## [Records for processing]

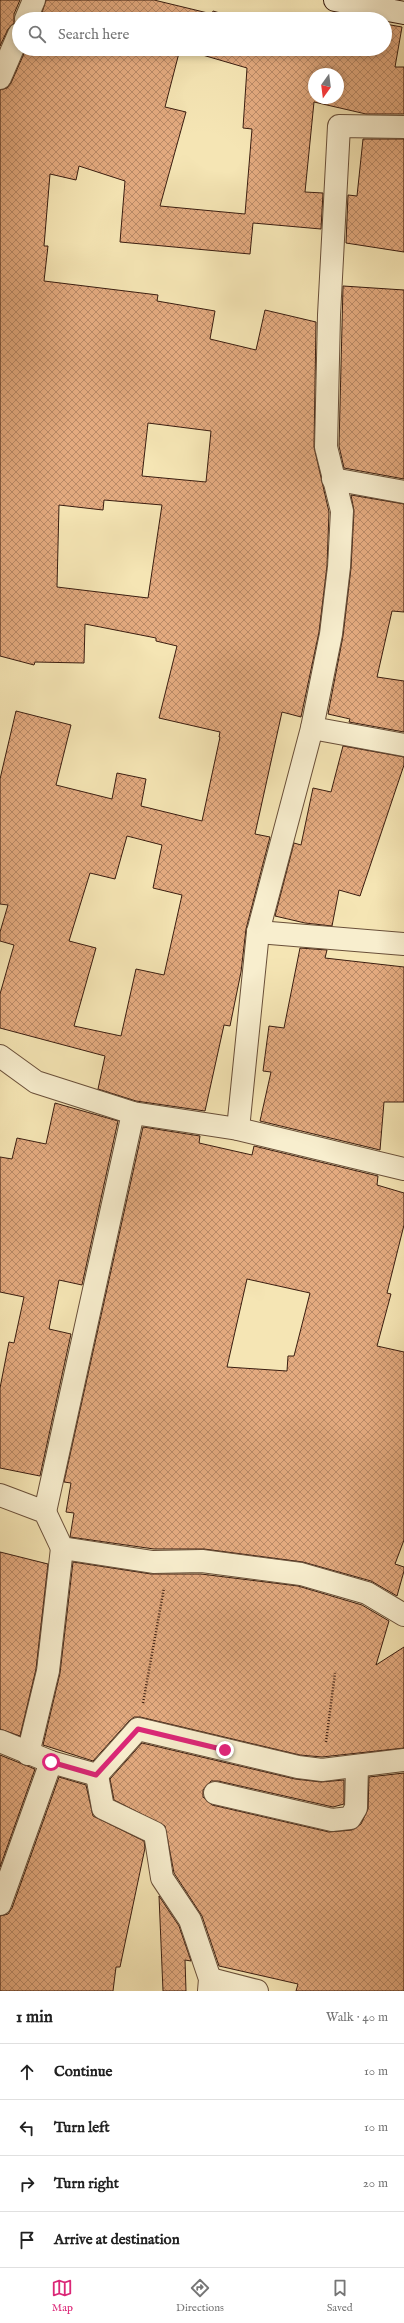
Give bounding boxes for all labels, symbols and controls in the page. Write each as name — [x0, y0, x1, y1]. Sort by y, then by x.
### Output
search box — [12, 12, 392, 56]
icon: search — [26, 23, 48, 45]
text: Search here — [58, 25, 129, 44]
north arrow — [308, 68, 344, 104]
route end — [216, 1741, 234, 1759]
route start — [42, 1753, 60, 1771]
text: 1 min — [16, 2007, 53, 2028]
text: Walk · 40 m — [326, 2009, 388, 2026]
icon: ahead — [16, 2061, 38, 2083]
text: Continue — [54, 2062, 112, 2081]
text: 10 m — [364, 2063, 388, 2080]
icon: left — [16, 2117, 38, 2139]
text: Turn left — [54, 2118, 110, 2137]
text: 10 m — [364, 2119, 388, 2136]
icon: right — [16, 2173, 38, 2195]
text: Turn right — [54, 2174, 119, 2193]
text: 20 m — [363, 2175, 388, 2192]
icon: arrive — [16, 2229, 38, 2251]
text: Arrive at destination — [54, 2230, 180, 2249]
tab: Map — [51, 2277, 73, 2315]
tab: Directions — [176, 2277, 224, 2315]
tab: Saved — [327, 2277, 353, 2315]

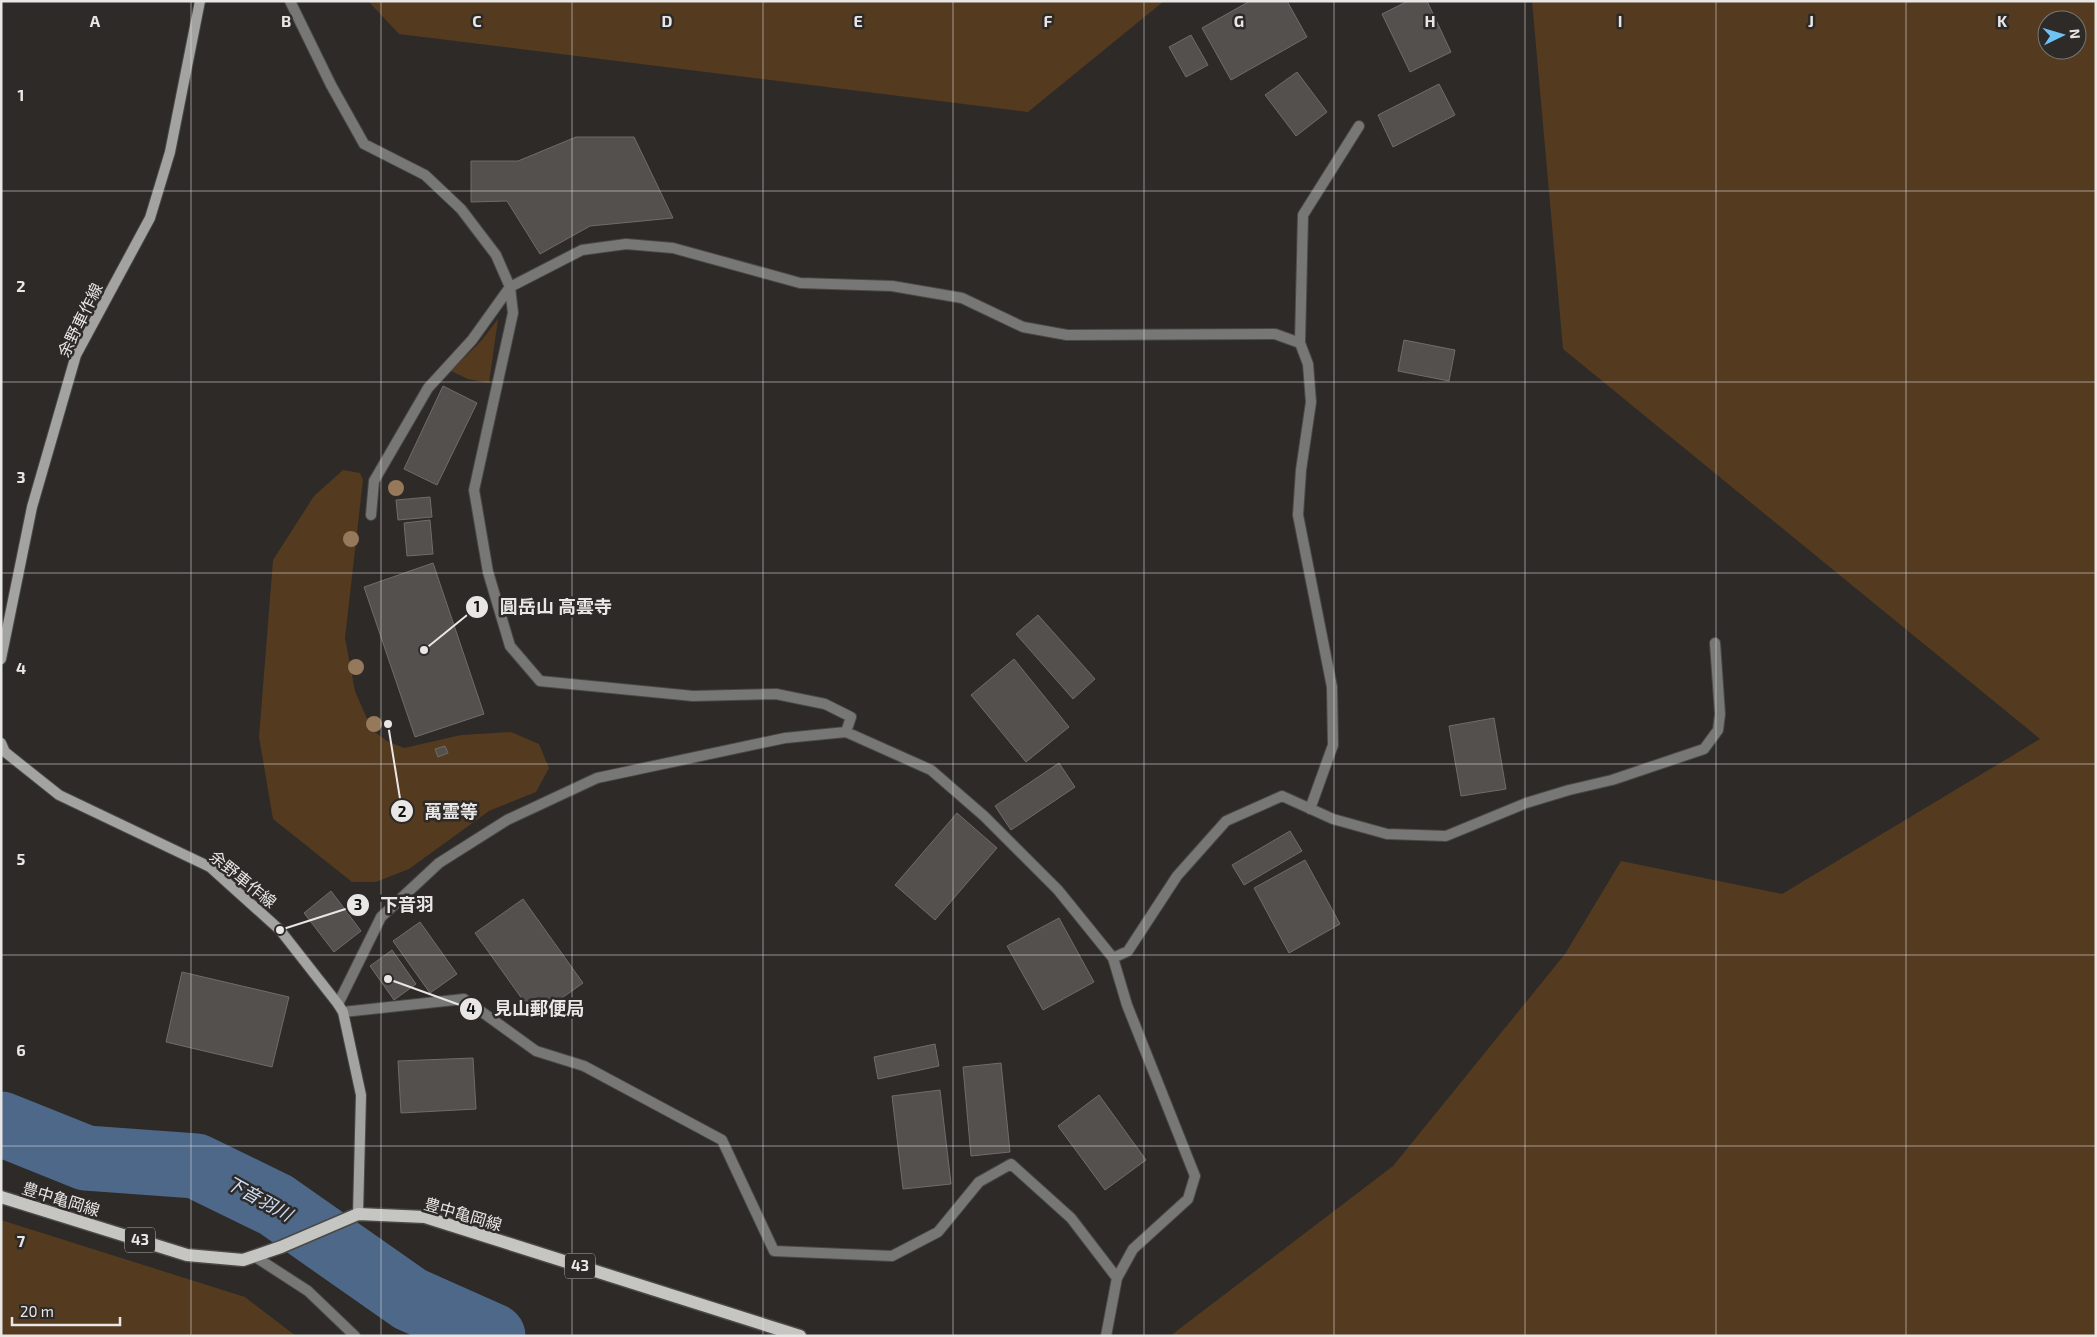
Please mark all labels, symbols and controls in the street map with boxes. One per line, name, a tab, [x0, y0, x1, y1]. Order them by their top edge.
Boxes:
north arrow	[2037, 10, 2087, 60]
text: A	[90, 11, 101, 30]
text: B	[281, 11, 291, 30]
text: C	[472, 11, 482, 30]
text: D	[662, 11, 673, 30]
text: E	[853, 11, 863, 30]
text: F	[1044, 11, 1053, 30]
text: G	[1234, 11, 1244, 30]
text: H	[1424, 11, 1436, 30]
text: I	[1618, 11, 1622, 30]
text: J	[1808, 11, 1814, 30]
text: K	[1997, 11, 2008, 30]
text: N	[2067, 28, 2084, 40]
text: 1	[18, 85, 24, 104]
text: 2	[16, 276, 26, 295]
street label: 余野車作線	[53, 280, 106, 360]
text: 3	[16, 467, 26, 486]
callout: 圓岳山 高雲寺	[465, 591, 622, 624]
text: 圓岳山 高雲寺	[500, 595, 612, 617]
text: 1	[474, 597, 480, 615]
text: 4	[16, 658, 26, 677]
callout: 萬霊等	[389, 795, 488, 828]
text: 萬霊等	[424, 800, 478, 822]
text: 2	[398, 802, 407, 820]
street label: 余野車作線	[206, 846, 280, 911]
text: 5	[17, 849, 26, 868]
callout: 下音羽	[345, 888, 444, 921]
text: 下音羽	[380, 893, 434, 915]
text: 3	[354, 895, 362, 913]
callout: 見山郵便局	[459, 993, 594, 1026]
text: 見山郵便局	[494, 997, 584, 1019]
text: 4	[466, 999, 476, 1017]
text: 6	[16, 1040, 26, 1059]
water label: 下音羽川	[223, 1171, 298, 1226]
street label: 豊中亀岡線	[20, 1178, 102, 1219]
street label: 豊中亀岡線	[422, 1193, 504, 1234]
road number: 43	[125, 1228, 155, 1252]
text: 7	[17, 1231, 26, 1250]
road number: 43	[565, 1254, 595, 1278]
scale bar	[12, 1294, 120, 1326]
text: 20 m	[20, 1302, 54, 1320]

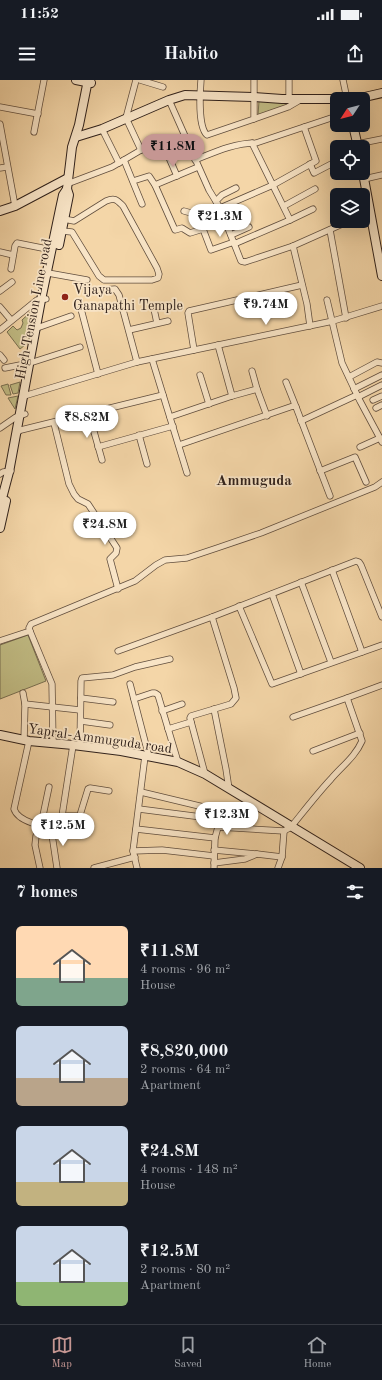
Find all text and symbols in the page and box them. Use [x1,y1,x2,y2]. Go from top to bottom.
text: 11:52 [20,7,59,22]
icon: menu [16,43,38,65]
icon: share [344,43,366,65]
text: Habito [164,45,218,63]
north arrow [330,92,370,132]
map controls [330,92,370,228]
pin: ₹11.8M [140,134,206,168]
text: ₹11.8M [150,140,196,153]
button: locate [330,140,370,180]
button: layers [330,188,370,228]
pin: ₹21.3M [187,204,253,238]
text: ₹21.3M [197,210,243,223]
street label: High Tension Line road [13,238,55,381]
place label: Vijaya Ganapathi Temple [73,283,183,313]
marker: Vijaya Ganapathi Temple [60,292,70,302]
pin: ₹9.74M [233,292,299,326]
text: ₹9.74M [243,298,289,311]
pin: ₹8.82M [54,405,120,439]
text: ₹8.82M [64,411,110,424]
district label: Ammuguda [216,474,292,489]
pin: ₹24.8M [72,512,138,546]
text: ₹24.8M [82,518,128,531]
street label: Yapral-Ammuguda road [27,722,173,756]
pin: ₹12.3M [194,802,260,836]
text: ₹12.3M [204,808,250,821]
pin: ₹12.5M [30,813,96,847]
text: ₹12.5M [40,819,86,832]
icon: filters [344,881,366,903]
text: 7 homes [16,884,78,901]
icon: home [48,942,96,990]
text: ₹11.8M [140,943,199,960]
text: 4 rooms · 96 m² [140,963,230,976]
text: House [140,979,175,992]
icon: home [48,1042,96,1090]
text: ₹8,820,000 [140,1043,228,1060]
text: 2 rooms · 64 m² [140,1063,230,1076]
text: Apartment [140,1079,201,1092]
icon: home [48,1142,96,1190]
text: ₹24.8M [140,1143,199,1160]
text: 4 rooms · 148 m² [140,1163,238,1176]
text: House [140,1179,175,1192]
icon: home [48,1242,96,1290]
text: ₹12.5M [140,1243,199,1260]
text: 2 rooms · 80 m² [140,1263,230,1276]
text: Apartment [140,1279,201,1292]
tab: Map [51,1334,73,1372]
tab: Saved [174,1334,202,1372]
tab: Home [303,1334,331,1372]

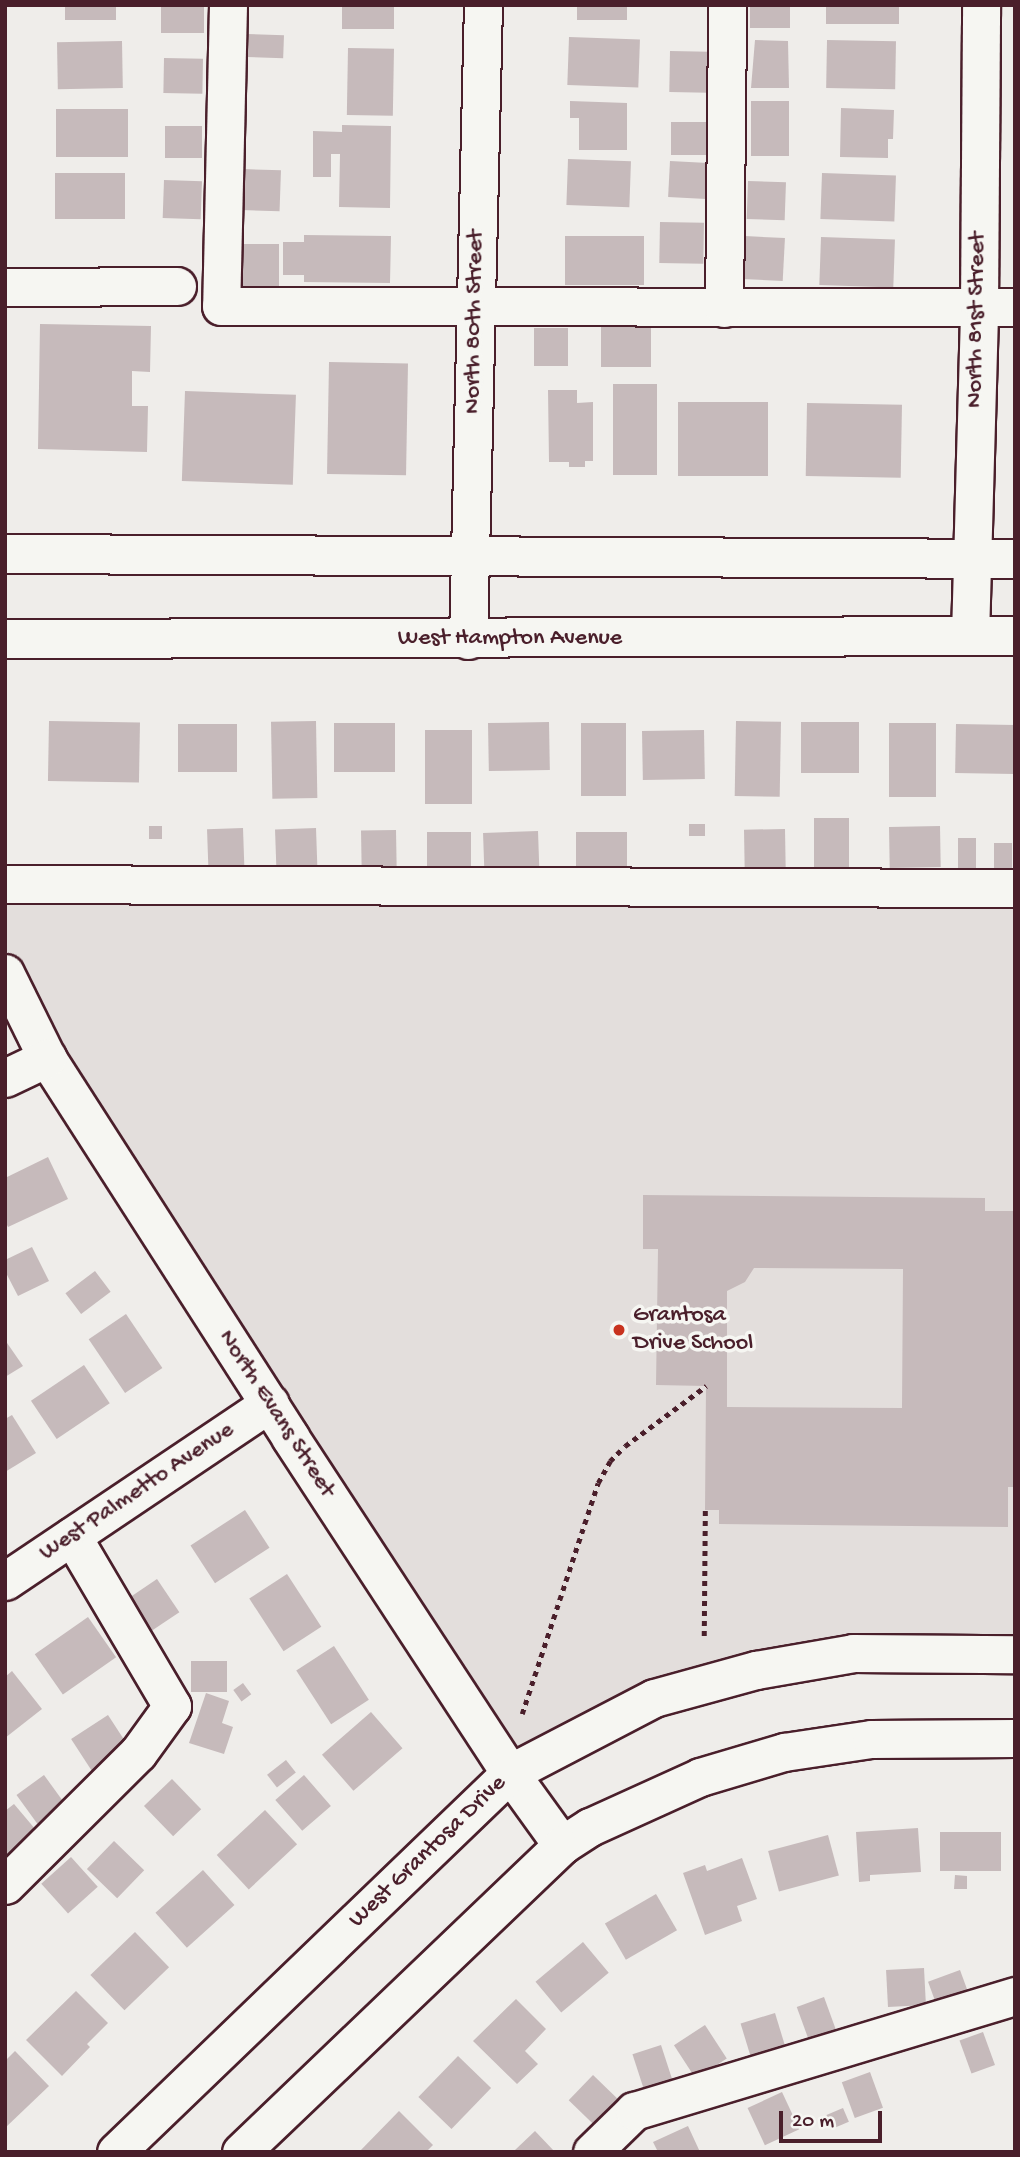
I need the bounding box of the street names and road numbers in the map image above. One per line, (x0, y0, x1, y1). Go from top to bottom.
street label: North 80th Street (459, 230, 491, 414)
street label: North 81st Street (961, 232, 993, 408)
street label: West Hampton Avenue (398, 625, 622, 653)
street label: North Evans Street (211, 1325, 341, 1503)
street label: West Palmetto Avenue (34, 1416, 240, 1568)
street label: West Grantosa Drive (343, 1769, 513, 1935)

## [What this task involves]
In the entries above, copy each line that contains the string "left".

## [Task result]
icon: left — [16, 2117, 38, 2139]
text: Turn left — [54, 2118, 110, 2137]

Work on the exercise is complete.